Created attachment 58504 [details] corrected test program This is a tracking bug for an episode that Bob Harris started in [Valgrind-users]. Bob is interested in leak detection when huge blocks are involved. The text below originally appeared in http://sourceforge.net/mailarchive/forum.php?thread_name=4D95E414.3000108%40bitwagon.com&forum_name=valgrind-users There is a failure, at least from the user's perspective. When run under memcheck, then the [corrected] test program runs out of space much sooner than expected. The space overhead appears to be greater than 20 to 1, when something like 3:1 might be "normal". When the size of individual blocks is huge (exceeds (RAM + SWAP)/400, for example) then the default settings tend to exhaust space very quickly, with symptoms that are mysterious to non-experts. This is a Usability bug. Bart Van Assche suggests --freelist-vol=0, which is an excellent suggestion. For better usability, then memcheck should take more care with huge blocks. Put a bound of (RAM + SWAP)/8 on the volume of the freelist; or, keep a separate freelist for huge blocks, and age them faster. For a growing realloc() of a huge block, then relax the strategy which forces malloc_new + copy + free_old. Give up some local error detection for the chance to live long enough to detect more errors later. If nothing else, then when the first huge block is detected give a warning: huge block detected (%lu bytes); consider adjusting --freelist-vol [The values of MemTotal and SwapTotal are in /proc/meminfo. Evaluating the threshold once is enough even though /sbin/swapon or pluggable RAM might change it. Disregarding other processes is OK because even novices know to minimize external contention.]
For additional usability, give a warning the first time that realloc() fails: Warning: realloc(%p, %lu) returns NULL This warning is appropriate especially because memcheck forces realloc() into the worst case, in order to maximize error detection.
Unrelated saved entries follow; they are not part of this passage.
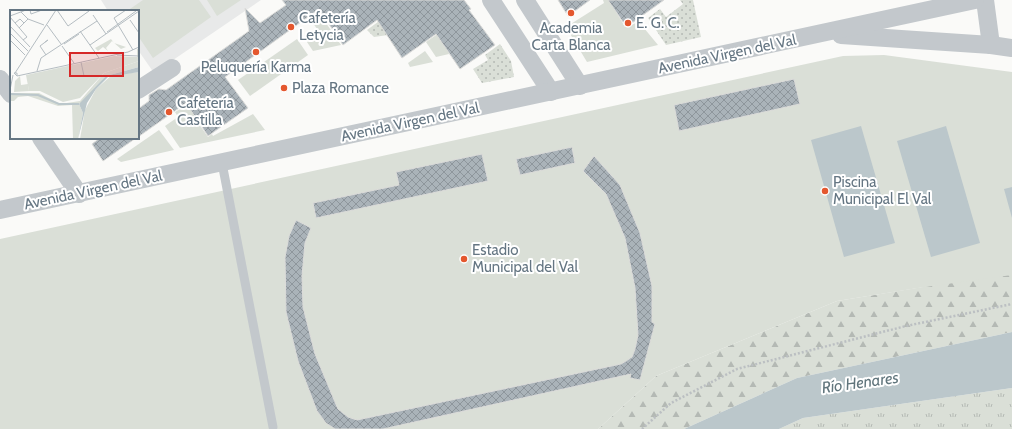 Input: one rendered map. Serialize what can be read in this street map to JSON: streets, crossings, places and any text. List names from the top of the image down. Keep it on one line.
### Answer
{"streets":{"street":["Avenida Virgen del Val"]},"water":["Río Henares"],"places":["Academia Carta Blanca","E. G. C.","Cafetería Letycia","Peluquería Karma","Plaza Romance","Cafetería Castilla","Piscina Municipal El Val","Estadio Municipal del Val"]} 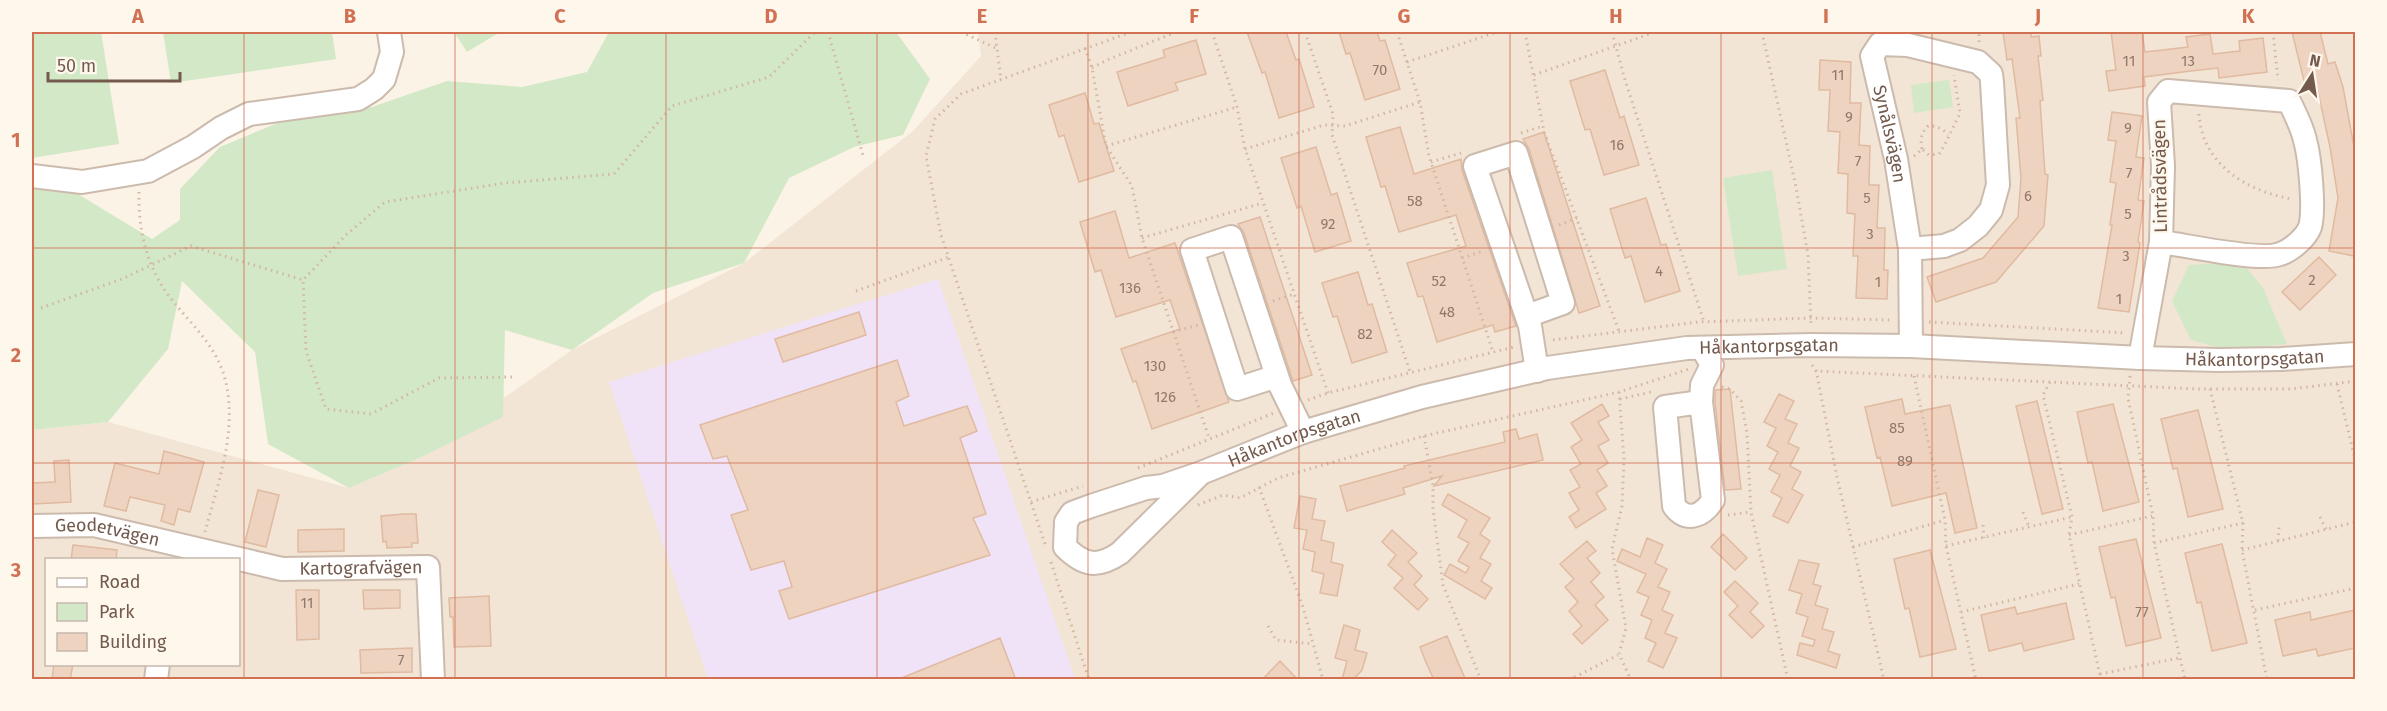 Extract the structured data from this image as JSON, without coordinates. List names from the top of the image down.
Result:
{
  "streets": {
    "street": [
      "Synålsvägen",
      "Lintrådsvägen",
      "Håkantorpsgatan",
      "Geodetvägen",
      "Kartografvägen"
    ]
  },
  "crossings": [
    ["Synålsvägen", "Håkantorpsgatan"],
    ["Lintrådsvägen", "Håkantorpsgatan"],
    ["Geodetvägen", "Kartografvägen"]
  ],
  "house_numbers": [
    "11",
    "13",
    "70",
    "11",
    "9",
    "9",
    "16",
    "7",
    "7",
    "6",
    "5",
    "58",
    "5",
    "92",
    "3",
    "3",
    "4",
    "2",
    "52",
    "1",
    "136",
    "1",
    "48",
    "82",
    "130",
    "126",
    "85",
    "89",
    "11",
    "77",
    "7"
  ],
  "legend": ["Road", "Park", "Building"],
  "scale_bar": "50 m",
  "north": "top",
  "grid": {
    "columns": [
      "A",
      "B",
      "C",
      "D",
      "E",
      "F",
      "G",
      "H",
      "I",
      "J",
      "K"
    ],
    "rows": ["1", "2", "3"]
  }
} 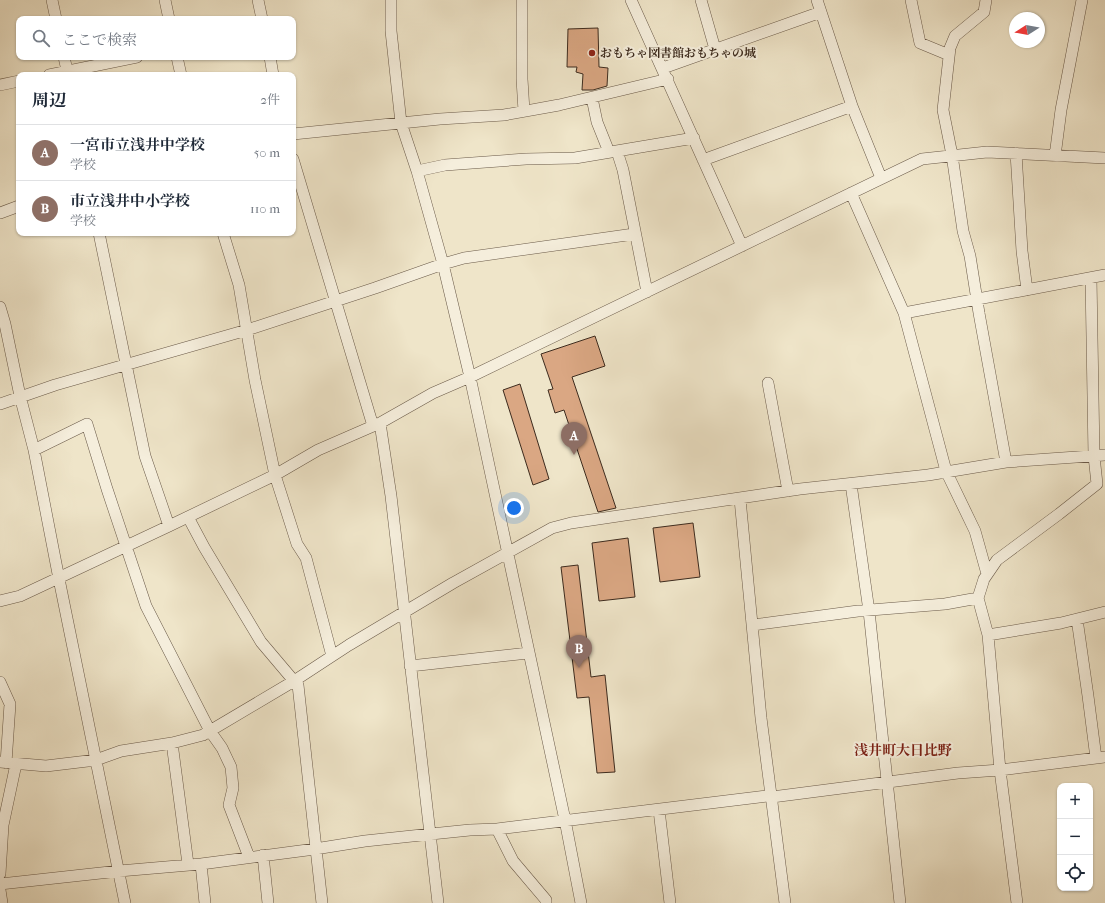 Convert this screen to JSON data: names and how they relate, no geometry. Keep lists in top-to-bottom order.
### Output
{
  "districts": ["浅井町大日比野"],
  "places": ["おもちゃ図書館おもちゃの城"],
  "north": "left",
  "page": {
    "search": "ここで検索",
    "heading": ["周辺", "2件"],
    "list": [
      {
        "mark": "A",
        "name": "一宮市立浅井中学校",
        "note": "学校",
        "value": "50 m"
      },
      {
        "mark": "B",
        "name": "市立浅井中小学校",
        "note": "学校",
        "value": "110 m"
      }
    ],
    "pins": ["A", "B"],
    "map_buttons": ["+", "−"]
  }
}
The underlying cause probably is https://bugs.kde.org/show_bug.cgi?id=250101 which contains a patch to fix. Still it would be nice to get the hint about --freelist-vol when huge blocks are involved. *** This bug has been marked as a duplicate of bug 250101 ***
(In reply to comment #0) > If nothing else, then when the first huge block is detected give a warning: > huge block detected (%lu bytes); consider adjusting --freelist-vol Of course this warning should be upon calling free() for a huge block, including the forced free() that memcheck employs inside realloc().